For the poll population, we can split the time in 150 ticks (5 minutes / 2 seconds = 150 ticks). It seems the problem can be mapped to a Balls into bins problem with random allocation (yes, I know, assuming random allocation might not hold in many situations). Based on the Wikipedia formula, if I am not wrong, we can suppose that, with high probability, at most 13 clients will be connected at once, which means 65MB of RAM usage (5MB * 13 clients/tick = 65MB/tick).
With these back-of-the-envelope calculations, we understand how crucial the IDLE RAM consumption is compared to other commands, and how the base RAM consumption of a user will impact the service.
Large email streaming - Finally, email streaming could really improve RAM usage for large emails, especially on APPEND and LMTP delivery, or even on FETCH when the body is required. But implementing such a feature would require an email parser that can work on streams, which in turns is not something trivial.
While it seems untimely to act now, these spots are great candidates for a closer monitoring for future performance evaluations. Fixing these points, above the simple mitigations, will involve important design changes in Aerogramme, which means in the end: writing lot of code! That's why I think Aerogramme can work with these "limitations" for now, and we will take decisions about these points when it will be really required.
Conclusion
Back to the question "Does Aerogramme use too much RAM?", it of course depends on the context. We want to start with 1 000 users, a 1k email INBOX, and a server of 8GB of RAM, and Aerogramme seems ready for a first deployment in this context. So for now, the answer could be "No, it does not".
Of course, in the long term, we expect better ressource usages, and I am convinced that for many people, today the answer is still "Yes, it does".
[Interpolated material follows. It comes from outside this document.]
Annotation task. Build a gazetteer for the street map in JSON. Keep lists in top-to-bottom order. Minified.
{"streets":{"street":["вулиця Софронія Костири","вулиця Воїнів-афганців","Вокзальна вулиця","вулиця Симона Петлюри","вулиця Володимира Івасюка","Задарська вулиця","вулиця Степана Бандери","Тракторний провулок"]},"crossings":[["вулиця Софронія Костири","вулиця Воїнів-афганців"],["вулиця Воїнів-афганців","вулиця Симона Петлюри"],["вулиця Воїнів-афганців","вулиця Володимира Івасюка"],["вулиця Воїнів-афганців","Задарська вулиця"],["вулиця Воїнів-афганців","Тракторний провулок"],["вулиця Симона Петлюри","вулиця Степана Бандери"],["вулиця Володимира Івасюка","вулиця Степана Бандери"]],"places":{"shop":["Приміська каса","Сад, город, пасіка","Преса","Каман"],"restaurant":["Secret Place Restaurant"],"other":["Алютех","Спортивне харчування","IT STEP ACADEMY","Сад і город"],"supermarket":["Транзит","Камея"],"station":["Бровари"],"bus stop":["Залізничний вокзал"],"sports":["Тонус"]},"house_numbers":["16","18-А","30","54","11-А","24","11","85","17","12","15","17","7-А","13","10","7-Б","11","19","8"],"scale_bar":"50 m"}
Based on this benchmark, I identified 3 low-hanging fruits to improve performances that do not require major design changes: 1) in FETCH+SEARCH queries, handling emails one after another instead of loading the full mailbox in memory, 2) streaming FETCH responses instead of aggregating them in memory, and 3) reducing the RAM usage of a base user by tweaking its Garage connectors configuration.
Collecting production data will then help priorize other, more ambitious works, on the authentication side, on the idling side, and on the email streaming side.